For over 4.5 billion years your creation has evolved.

Along the way humanity has stumbled as we have matured.

Yet you have never abandoned us.

A New Year has dawned.

Help us to make this the year we take our stewardship over creation seriously.

Guide us to protect your forests and oceans.

Give us the wisdom to look after all life (even the “creeping things”.)

Help us to recognize the interconnectedness we humans share with the oceans, the mountains, the forests, the deserts.

Help us to recognize the interconnectedness we humans share with other humans though we may worship differently.

Bestow on us the courage of the Prophets of old so that we may speak truth to power in your Holy name.

Another year, O God.

Another year to do justice.

Another year to love kindness.

Another year to walk humbly with you (Micah 6:8).

Praise be to God!



How many of you have ever had the pleasure of discovering a really great new restaurant?

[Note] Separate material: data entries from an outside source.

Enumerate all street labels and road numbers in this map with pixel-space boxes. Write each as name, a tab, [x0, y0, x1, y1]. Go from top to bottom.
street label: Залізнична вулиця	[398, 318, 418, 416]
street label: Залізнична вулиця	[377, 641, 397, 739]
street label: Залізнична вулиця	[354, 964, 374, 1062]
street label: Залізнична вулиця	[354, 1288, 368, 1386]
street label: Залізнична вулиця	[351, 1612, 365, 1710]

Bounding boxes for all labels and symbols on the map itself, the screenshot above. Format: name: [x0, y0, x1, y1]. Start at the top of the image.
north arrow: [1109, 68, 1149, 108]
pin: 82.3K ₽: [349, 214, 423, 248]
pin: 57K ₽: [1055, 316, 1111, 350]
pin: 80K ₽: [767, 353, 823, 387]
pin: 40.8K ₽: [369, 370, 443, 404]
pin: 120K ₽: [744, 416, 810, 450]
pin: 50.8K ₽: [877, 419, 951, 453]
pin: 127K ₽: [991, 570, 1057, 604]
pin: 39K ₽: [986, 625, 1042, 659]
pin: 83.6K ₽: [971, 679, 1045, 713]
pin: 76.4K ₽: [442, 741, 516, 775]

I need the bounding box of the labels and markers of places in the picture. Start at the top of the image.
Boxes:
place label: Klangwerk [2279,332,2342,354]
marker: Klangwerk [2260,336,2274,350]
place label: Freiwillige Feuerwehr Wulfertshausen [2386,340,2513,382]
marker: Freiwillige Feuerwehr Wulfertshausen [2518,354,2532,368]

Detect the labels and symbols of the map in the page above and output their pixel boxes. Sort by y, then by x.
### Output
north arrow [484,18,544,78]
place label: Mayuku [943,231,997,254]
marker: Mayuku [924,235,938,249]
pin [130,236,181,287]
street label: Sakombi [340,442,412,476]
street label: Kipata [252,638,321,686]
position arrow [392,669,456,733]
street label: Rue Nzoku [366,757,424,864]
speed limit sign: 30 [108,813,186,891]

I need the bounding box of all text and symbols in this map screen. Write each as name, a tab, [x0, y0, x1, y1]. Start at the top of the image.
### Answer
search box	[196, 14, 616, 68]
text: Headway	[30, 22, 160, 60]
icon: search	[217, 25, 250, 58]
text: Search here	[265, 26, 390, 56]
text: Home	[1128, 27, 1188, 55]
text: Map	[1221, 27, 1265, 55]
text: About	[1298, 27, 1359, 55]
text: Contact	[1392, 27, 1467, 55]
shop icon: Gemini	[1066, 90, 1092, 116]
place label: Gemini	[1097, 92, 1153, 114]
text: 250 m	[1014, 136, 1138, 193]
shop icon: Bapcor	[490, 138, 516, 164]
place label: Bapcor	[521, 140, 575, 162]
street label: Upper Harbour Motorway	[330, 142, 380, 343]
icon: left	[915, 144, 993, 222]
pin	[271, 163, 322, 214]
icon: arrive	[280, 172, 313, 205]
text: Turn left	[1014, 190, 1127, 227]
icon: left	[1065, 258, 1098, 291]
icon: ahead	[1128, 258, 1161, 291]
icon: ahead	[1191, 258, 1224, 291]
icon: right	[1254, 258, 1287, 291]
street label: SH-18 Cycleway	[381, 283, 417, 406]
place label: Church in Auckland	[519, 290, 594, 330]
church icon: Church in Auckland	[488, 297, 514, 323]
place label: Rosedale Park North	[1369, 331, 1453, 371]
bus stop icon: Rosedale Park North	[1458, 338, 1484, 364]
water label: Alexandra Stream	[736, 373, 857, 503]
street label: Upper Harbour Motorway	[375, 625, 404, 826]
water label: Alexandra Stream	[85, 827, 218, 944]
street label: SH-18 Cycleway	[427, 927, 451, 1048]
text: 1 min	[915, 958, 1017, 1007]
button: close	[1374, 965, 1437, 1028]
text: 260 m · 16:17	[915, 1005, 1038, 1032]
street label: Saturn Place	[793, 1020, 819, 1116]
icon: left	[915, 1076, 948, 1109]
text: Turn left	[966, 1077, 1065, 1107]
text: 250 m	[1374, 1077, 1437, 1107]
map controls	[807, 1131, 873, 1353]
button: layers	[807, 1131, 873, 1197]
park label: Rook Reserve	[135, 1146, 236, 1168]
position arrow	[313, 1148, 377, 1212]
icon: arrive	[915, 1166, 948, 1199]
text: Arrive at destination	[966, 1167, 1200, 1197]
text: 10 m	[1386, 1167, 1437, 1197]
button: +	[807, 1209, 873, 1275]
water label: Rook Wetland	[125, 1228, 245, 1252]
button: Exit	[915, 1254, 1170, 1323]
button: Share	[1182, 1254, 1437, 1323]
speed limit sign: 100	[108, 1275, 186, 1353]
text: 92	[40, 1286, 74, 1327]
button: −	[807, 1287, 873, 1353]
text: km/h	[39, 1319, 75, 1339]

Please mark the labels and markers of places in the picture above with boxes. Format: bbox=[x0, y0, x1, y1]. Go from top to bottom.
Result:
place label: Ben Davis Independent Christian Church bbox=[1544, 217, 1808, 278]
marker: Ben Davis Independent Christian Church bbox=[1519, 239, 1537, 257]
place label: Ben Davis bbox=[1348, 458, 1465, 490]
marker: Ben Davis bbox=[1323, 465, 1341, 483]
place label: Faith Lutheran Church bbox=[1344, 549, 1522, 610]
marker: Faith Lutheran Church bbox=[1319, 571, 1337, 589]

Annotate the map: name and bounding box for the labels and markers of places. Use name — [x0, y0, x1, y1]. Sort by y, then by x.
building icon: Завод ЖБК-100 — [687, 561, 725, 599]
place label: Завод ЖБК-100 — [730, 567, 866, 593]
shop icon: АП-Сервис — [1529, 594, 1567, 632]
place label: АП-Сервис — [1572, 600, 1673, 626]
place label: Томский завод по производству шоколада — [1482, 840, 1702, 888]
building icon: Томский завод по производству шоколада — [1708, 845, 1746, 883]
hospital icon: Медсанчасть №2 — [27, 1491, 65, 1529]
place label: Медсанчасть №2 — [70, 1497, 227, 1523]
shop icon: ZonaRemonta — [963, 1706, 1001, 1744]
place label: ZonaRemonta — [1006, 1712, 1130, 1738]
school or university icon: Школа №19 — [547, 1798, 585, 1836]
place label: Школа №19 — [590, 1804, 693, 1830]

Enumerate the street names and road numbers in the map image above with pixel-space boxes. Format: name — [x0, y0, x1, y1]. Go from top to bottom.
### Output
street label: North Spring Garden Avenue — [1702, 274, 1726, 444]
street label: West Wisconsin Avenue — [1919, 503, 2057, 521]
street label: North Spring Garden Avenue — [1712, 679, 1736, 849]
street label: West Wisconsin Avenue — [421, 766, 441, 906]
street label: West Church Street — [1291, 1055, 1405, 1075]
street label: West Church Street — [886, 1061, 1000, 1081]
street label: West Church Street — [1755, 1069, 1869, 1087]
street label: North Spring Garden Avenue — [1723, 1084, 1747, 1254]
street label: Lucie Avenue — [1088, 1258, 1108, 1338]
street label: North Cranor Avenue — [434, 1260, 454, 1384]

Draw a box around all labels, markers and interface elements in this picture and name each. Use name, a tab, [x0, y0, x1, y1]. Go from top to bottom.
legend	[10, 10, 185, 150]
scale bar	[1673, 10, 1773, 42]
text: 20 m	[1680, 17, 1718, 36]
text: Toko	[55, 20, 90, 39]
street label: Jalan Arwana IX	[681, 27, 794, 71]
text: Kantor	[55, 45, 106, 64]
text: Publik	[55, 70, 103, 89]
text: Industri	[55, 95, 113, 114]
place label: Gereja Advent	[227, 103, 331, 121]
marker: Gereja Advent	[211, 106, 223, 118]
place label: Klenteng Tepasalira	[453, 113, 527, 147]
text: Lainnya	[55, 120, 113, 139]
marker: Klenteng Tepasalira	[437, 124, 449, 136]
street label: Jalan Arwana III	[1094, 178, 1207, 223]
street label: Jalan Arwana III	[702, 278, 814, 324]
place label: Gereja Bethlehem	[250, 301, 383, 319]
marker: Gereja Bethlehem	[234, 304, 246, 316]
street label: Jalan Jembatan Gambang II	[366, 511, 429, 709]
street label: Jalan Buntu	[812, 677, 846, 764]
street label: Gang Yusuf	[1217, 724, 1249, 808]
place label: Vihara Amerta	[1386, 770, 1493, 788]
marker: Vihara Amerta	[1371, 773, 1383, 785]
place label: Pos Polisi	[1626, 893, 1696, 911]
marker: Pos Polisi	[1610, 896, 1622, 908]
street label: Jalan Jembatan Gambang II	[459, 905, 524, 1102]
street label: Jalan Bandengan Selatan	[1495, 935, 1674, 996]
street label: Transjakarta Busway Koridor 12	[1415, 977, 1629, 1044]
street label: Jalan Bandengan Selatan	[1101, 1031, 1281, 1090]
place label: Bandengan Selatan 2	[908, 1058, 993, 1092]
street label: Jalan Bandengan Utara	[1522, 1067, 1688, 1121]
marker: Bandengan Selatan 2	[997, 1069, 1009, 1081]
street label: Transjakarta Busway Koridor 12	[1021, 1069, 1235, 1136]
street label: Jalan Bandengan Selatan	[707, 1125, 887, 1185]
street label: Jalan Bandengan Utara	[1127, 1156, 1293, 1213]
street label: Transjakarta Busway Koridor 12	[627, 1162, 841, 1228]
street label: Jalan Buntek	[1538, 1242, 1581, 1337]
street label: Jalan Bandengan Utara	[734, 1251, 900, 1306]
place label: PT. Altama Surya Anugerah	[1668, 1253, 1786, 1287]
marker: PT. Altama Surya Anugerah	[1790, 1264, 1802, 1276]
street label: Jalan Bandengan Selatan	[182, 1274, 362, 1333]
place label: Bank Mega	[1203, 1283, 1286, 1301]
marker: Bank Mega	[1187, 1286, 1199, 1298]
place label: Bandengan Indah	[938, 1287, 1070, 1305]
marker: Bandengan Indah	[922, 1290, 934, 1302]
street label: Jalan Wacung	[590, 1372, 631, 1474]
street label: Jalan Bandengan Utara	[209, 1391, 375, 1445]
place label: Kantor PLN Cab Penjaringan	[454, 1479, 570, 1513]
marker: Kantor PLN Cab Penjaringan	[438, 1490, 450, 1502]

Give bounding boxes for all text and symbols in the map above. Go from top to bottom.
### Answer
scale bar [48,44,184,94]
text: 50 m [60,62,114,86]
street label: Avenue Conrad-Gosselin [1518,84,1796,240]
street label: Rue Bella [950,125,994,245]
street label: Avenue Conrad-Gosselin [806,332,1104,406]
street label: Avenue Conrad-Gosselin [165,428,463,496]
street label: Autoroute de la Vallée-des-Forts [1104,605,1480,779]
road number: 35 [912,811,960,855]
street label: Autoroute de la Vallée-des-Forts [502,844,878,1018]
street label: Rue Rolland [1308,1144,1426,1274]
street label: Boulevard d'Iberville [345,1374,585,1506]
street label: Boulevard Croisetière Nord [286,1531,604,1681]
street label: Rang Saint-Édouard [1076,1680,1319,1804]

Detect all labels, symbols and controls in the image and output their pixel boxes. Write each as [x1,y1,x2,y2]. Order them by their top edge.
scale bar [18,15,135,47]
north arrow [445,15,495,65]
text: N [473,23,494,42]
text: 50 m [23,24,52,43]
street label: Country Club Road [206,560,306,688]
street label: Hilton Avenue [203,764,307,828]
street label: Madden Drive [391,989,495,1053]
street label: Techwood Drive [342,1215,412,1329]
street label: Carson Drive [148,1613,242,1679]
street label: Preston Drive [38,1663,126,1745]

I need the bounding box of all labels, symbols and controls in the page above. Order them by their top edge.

Not one of those fancy, formulaic, heavily-advertised chain restaurants coming soon to a mall parking lot near you. But a quiet little neighborhood place, with great food and friendly service -- maybe you're walking by one evening and poke your nose in just to see what it’s like, then you go back again and bring a friend, and the next thing you know, you’re one of the regulars. All the servers know you by name (and probably know what you’re going to order before you can even open your mouth); you’re friends with the chef, and you’re eating there maybe two or three times a month (or if you’re like me, two or three times a week).

The only problem is, if it’s REALLY a good restaurant, other people are going to find out about it too. Then the place gets reviewed, and the next thing you know it’s hard to get a table, and the service starts to seem a little sloppy and less personal, and the food’s not quite as good as you remember it...and, of course, the prices are higher too. So maybe you stop going quite as often as you used to, because it’s just not the same as it used to be, although it’s hard not to feel happy for the owners, since after all you are a regular and they are your friends and this is exactly what they were hoping for all along. Yet as nostalgic as we may feel for the good old days, I think it’s also important to remember that every new person who discovers “our” restaurant is just as thrilled about their discovery as we were the first time we sat down and opened up the menu. Because they don’t remember how it used to be; for them the excitement is in the here and now.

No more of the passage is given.